Purpose and Small Plans: Service and a Sense of Urgency and What You Miss While You Are Busy Building New Lab Space

Purpose and Small Plans:
Service and a Sense of Urgency and What You Miss While You Are Busy Building
New Lab Space

By

Leonard Zwelling

         In a moving op-ed piece on May 29 in the NY Times, David Brooks discussed the
responses he received after asking readers to write him about the purpose of
their lives.

         He had expected grandiosity. He received instead wisdom. In
the most important quote from his article a reader, Kim Spencer, wrote:

“I used to be one of the solid ones
— one of the people whose purpose was clearly defined and understood. My
purpose was seeing patients and ‘saving lives.’ I have melted into the
in-between spaces, though. Now my purpose is simply to be the person … who
can pick up the phone and give you 30 minutes in your time of crisis. I can
give it to you today and again in a few days. … I can edit your letter. … I
can listen to you complain about your co-worker. … I can look you in the eye and
give you a few dollars in the parking lot. I am not upset if you cry. I am no
longer drowning, so I can help keep you afloat with a little boost. Not all of
the time, but every once in a while, until you find other people to help or a
different way to swim. It is no skin off my back; it is easy for me.”

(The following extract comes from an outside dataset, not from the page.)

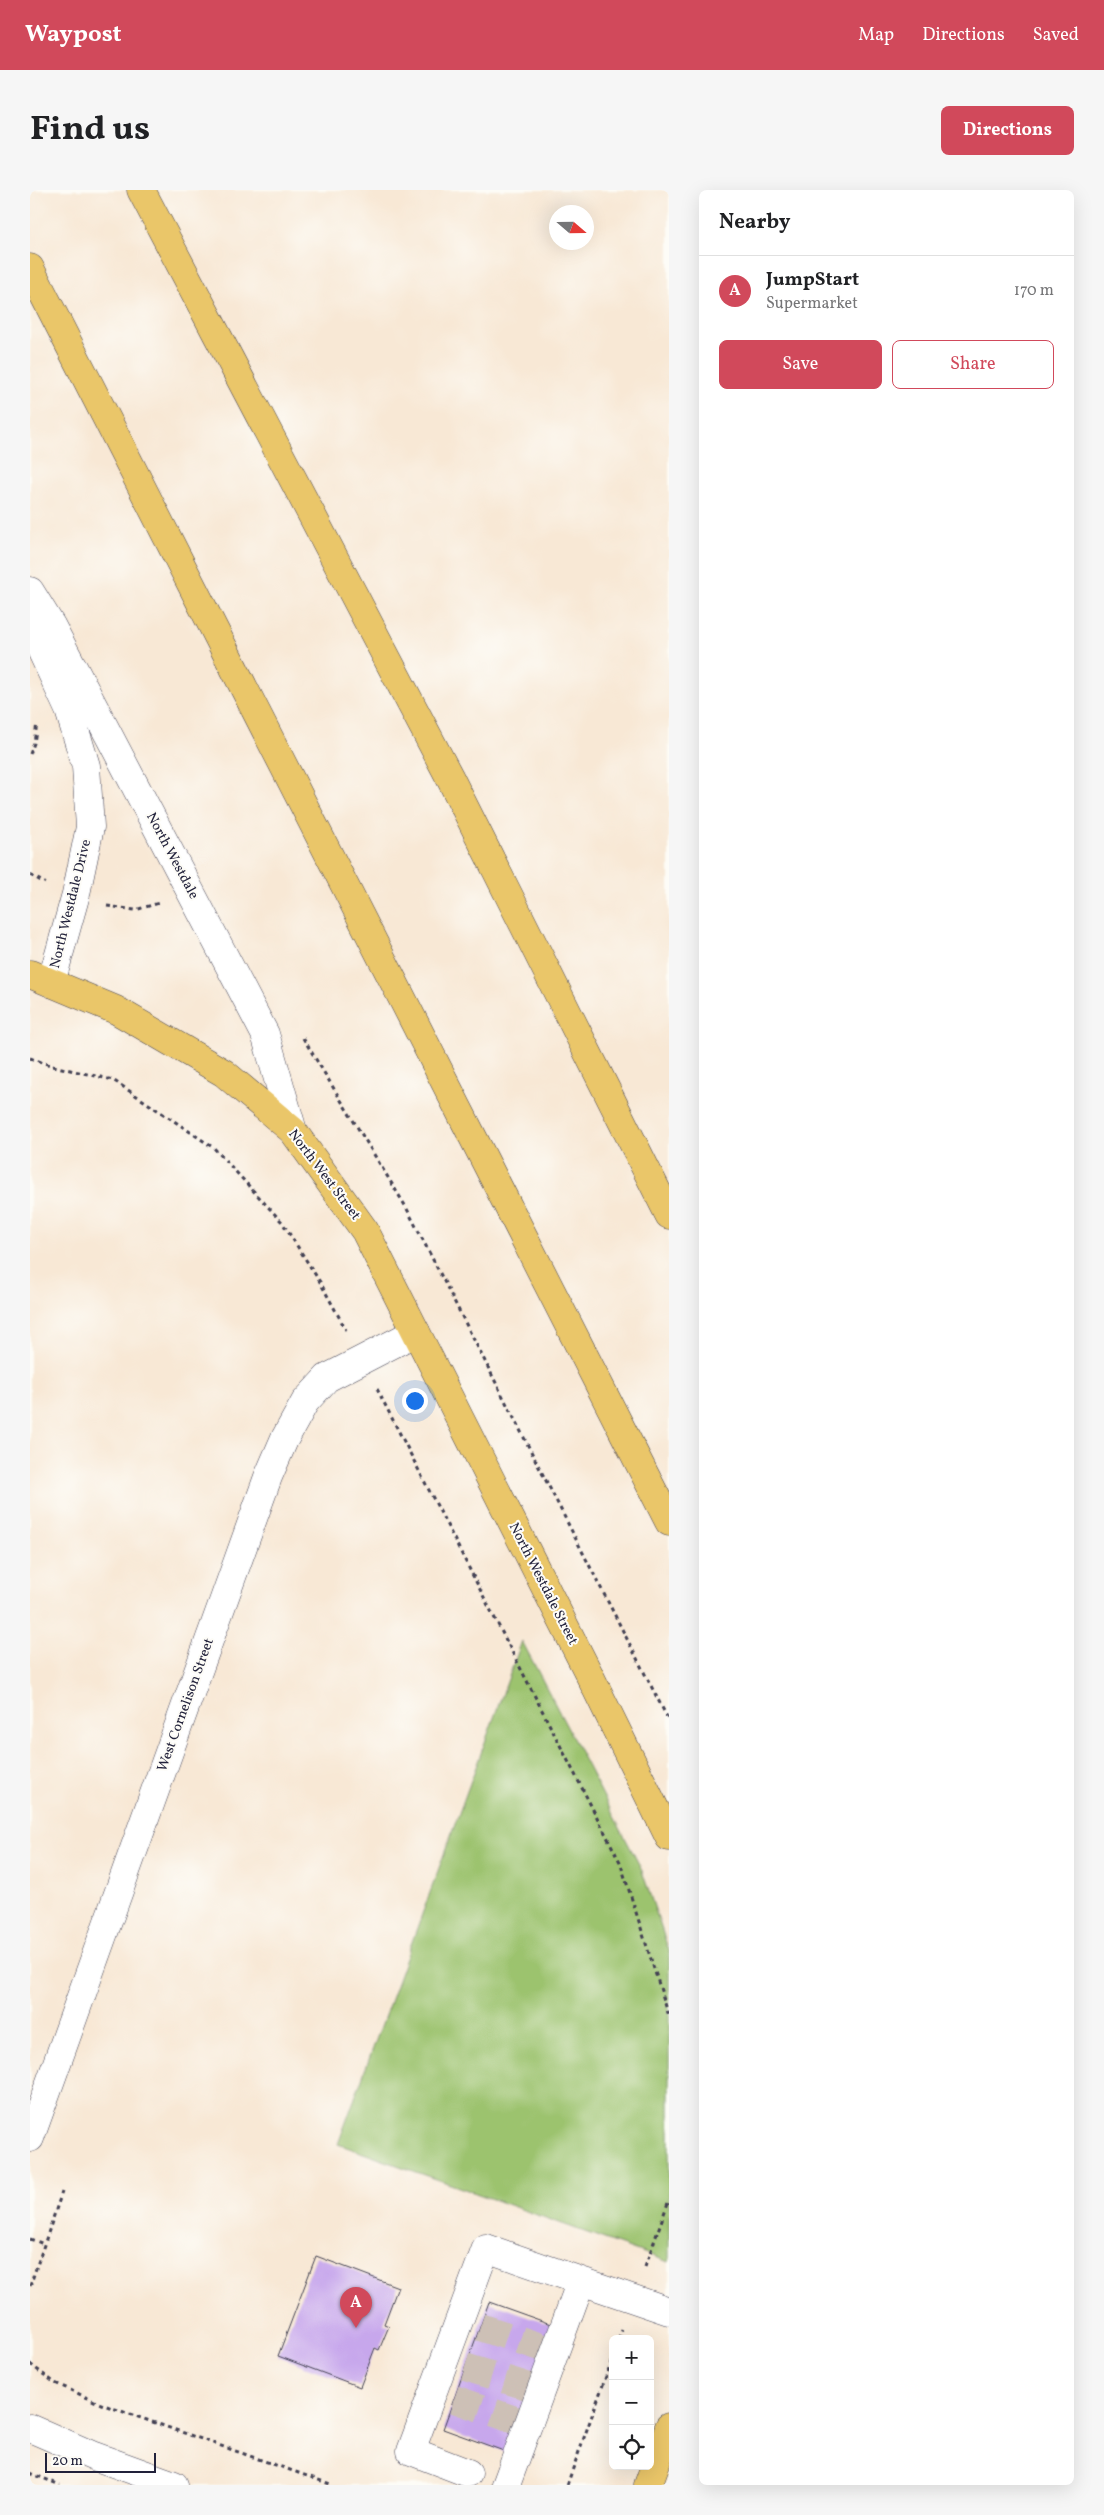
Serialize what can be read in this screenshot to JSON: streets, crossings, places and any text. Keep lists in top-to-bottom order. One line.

I cannot describe retirement any
better.

Forty years ago, I too cared for
patients and that was my purpose. Thirty years ago my purpose was the
performance of well-controlled scientific experiments under the delusion that
my life could be as controlled as the research. Twenty years ago I began to
wander off the reservation a bit as a research administrator. I defined the
purpose of the office I led then as “service with a sense of urgency.” I still
believe in that mission statement. For the past ten years my north star of
purpose has been less fixed. It has been drifting from Houston, to Washington,
to Smithville and Bastrop, back to the south campus, out to Montrose and now in
my study at home “chicken scratching for my immortality”  (Joni Mitchell, Hejira, 1976). Through it all, my family has been there for me and
I have tried to be there for them, but this purpose that Brooks is illuminating
is the one beyond the walls of your home.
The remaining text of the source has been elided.